Tribunal Administratif d'Orléans — Décision N° TA45-2102634

mercredi 13 juillet 2022

JuridictionTribunal Administratif d'Orléans
SectionTribunal Administratif d'Orléans
N° DossierTA45-2102634
TypeDécision
RecoursExcès de pouvoir
PublicationC
Formation2ème chambre
Avocat requérantCABINET CASADEI-JUNG

Texte intégral

Vu la procédure suivante :

Par une requête et un mémoire complémentaire, enregistrés le 4 juin 2021 et le 9 mai 2022, la commune de Meung-sur-Loire, représentée par Me Hallé, demande au tribunal :

1°) d'annuler l'arrêté interministériel du 20 avril 2021 en tant qu'il rejette sa demande de reconnaissance de l'état de catastrophe naturelle présentée à la suite des mouvements de terrain consécutifs à la sécheresse et à la réhydratation des sols durant l'année 2020 ;

2°) d'enjoindre au ministre de l'intérieur de réexaminer sa demande de reconnaissance de l'état de catastrophe naturelle présentée à la suite des mouvements de terrain consécutifs à la sécheresse et à la réhydratation des sols durant l'année 2020 ;

3°) de mettre à la charge de l'Etat la somme de 3 000 euros sur le fondement de l'article L. 761-1 du code de justice administrative.

Elle soutient que :

- l'arrêté est illégal dès lors qu'il a été publié au-delà du délai de trois mois prévu à l'article L. 125-1 du code des assurances ;

- les critères utilisés ne sont pas appropriés et que l'arrêté se fonde sur une condition légale nouvelle ;

- le phénomène de fissuration massif subi par un grand nombre d'habitations et de bâtiments municipaux de la commune de Meung-sur-Loire présente un caractère totalement anormal et doit être pris en compte.

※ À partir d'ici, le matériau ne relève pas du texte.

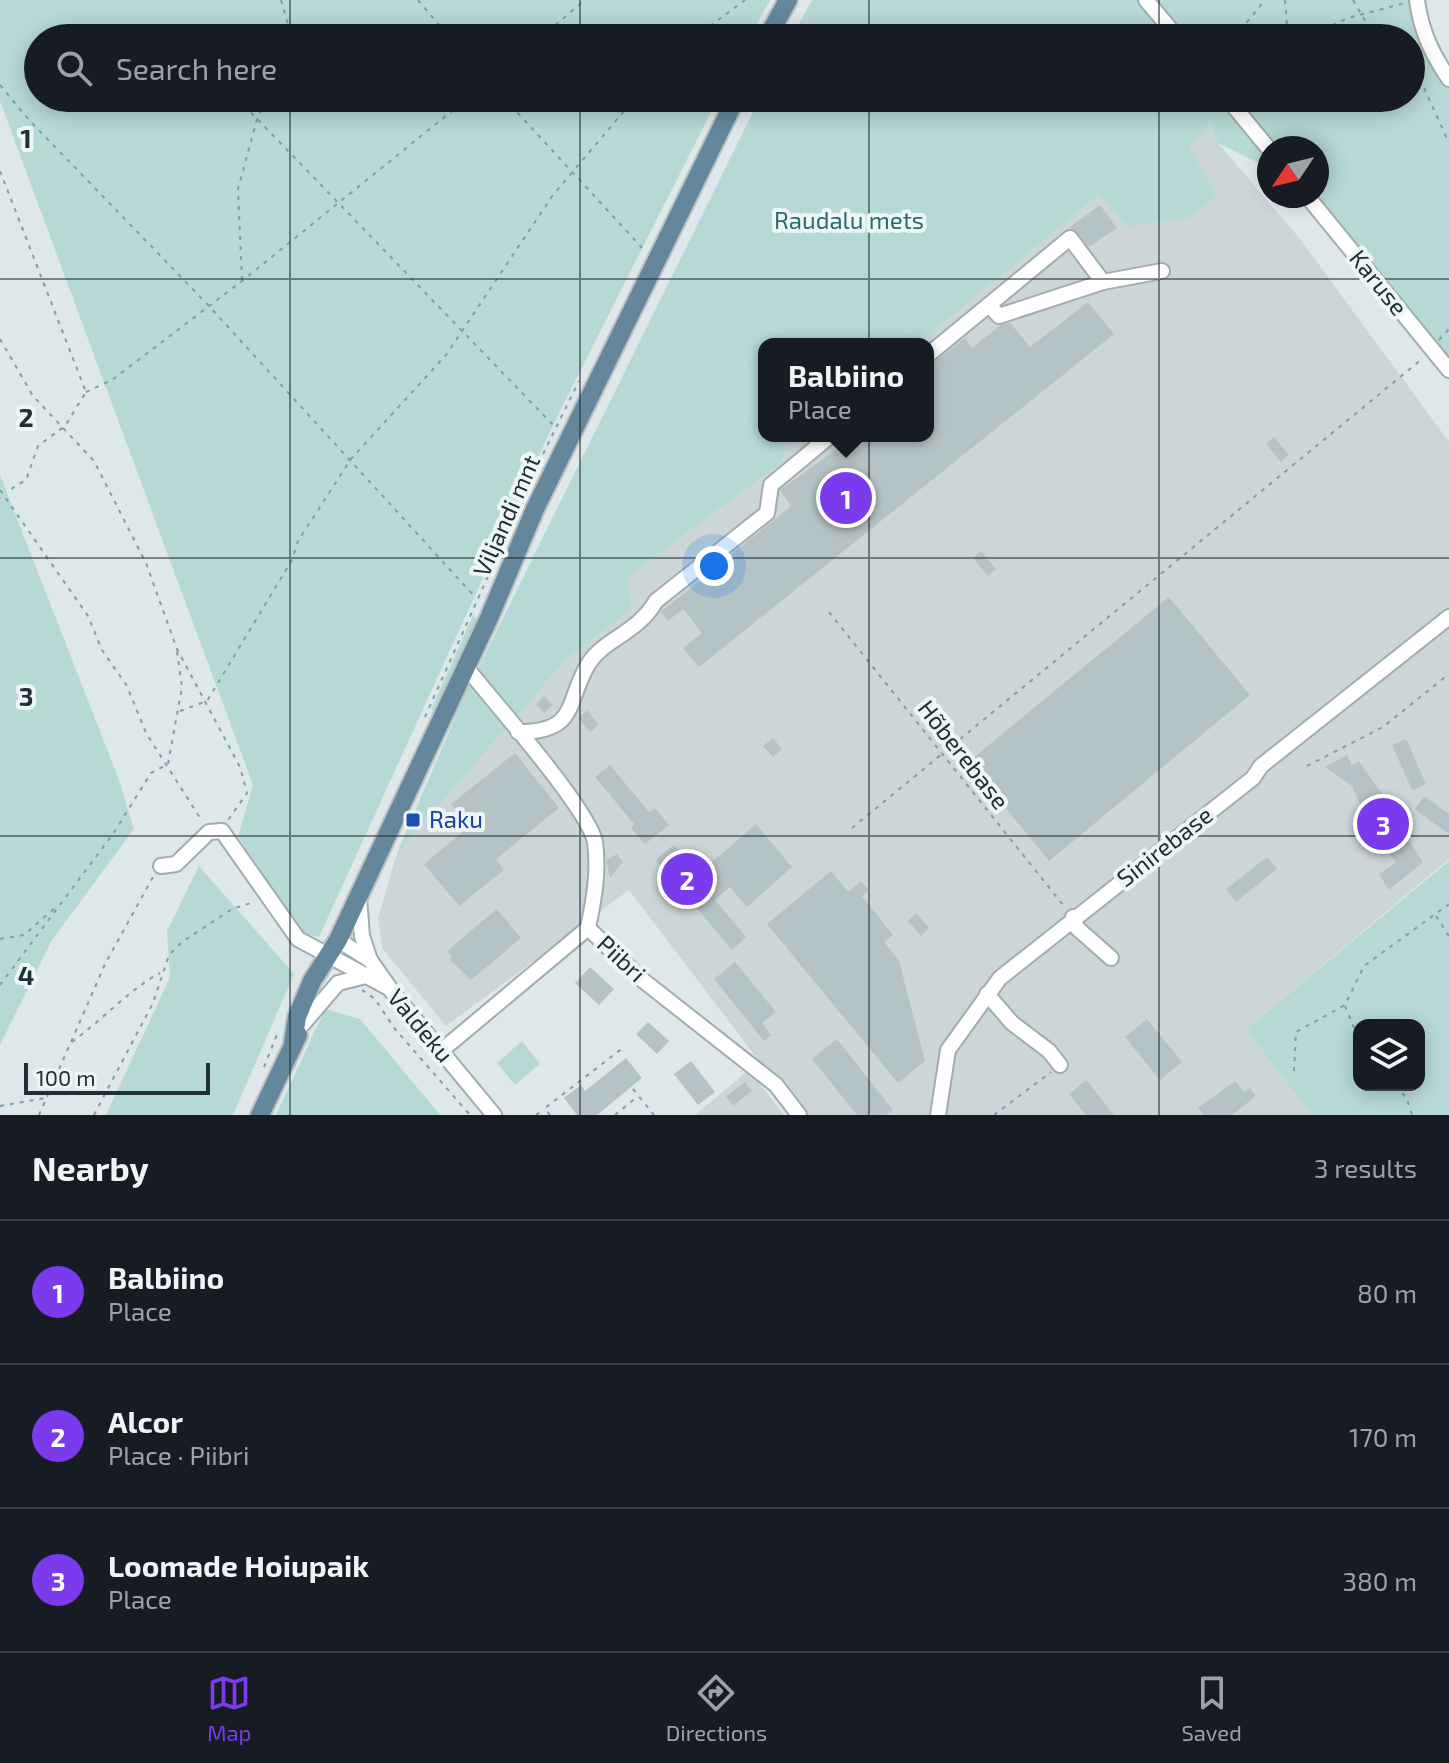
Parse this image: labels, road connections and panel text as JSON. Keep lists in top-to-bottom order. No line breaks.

Par un mémoire en défense, enregistré le 28 décembre 2021, le ministre de l'intérieur, représenté par Me Fergon, conclut au rejet de la requête et demande au tribunal de mettre à la charge de la commune de Fontenay-sur-Eure la somme de 3 000 euros en application des dispositions de l'article L. 761-1 du code de justice administrative.

Il fait valoir que les moyens ne sont pas fondés.

Vu la décision attaquée.

Vu les autres pièces du dossier.

Vu :

- le code des assurances ;

- le code de justice administrative.

Les parties ont été régulièrement averties du jour de l'audience.

Ont été entendus au cours de l'audience publique :

- le rapport de Mme A,

- les conclusions de Mme Defranc-Dousset, rapporteure publique,

- les observations de Me Hallé pour la commune de Meung-sur-Loire ;

Considérant ce qui suit :

1. La commune de Meung-sur-Loire a demandé la reconnaissance de l'état de catastrophe naturelle pour la période allant du 1er janvier 2020 au 31 décembre 2020. Le 13 avril 2021, la commission interministérielle relative aux dégâts non assurables causés par les catastrophes naturelles a émis un avis défavorable sur cette demande au motif que les phénomènes de sécheresse et de réhydratation des sols survenus au cours de la période en cause sur tout ou partie du territoire de la commune ne présentaient pas une intensité anormale. Par un arrêté du 20 avril 2021, le ministre de l'intérieur, le ministre de l'économie des finances et de la relance et le ministre chargé des comptes publics, ont rejeté la demande de reconnaissance de la commune. Le préfet du Loir-et-Cher a notifié cet arrêté à la commune par courrier du 10 mai 2021, notifié le 17 mai 2021. Par la présente requête, la commune de Meung-sur-Loire demande l'annulation de l'arrêté interministériel du 20 avril 2021 en tant qu'il rejette sa demande de reconnaissance de l'état de catastrophe naturelle.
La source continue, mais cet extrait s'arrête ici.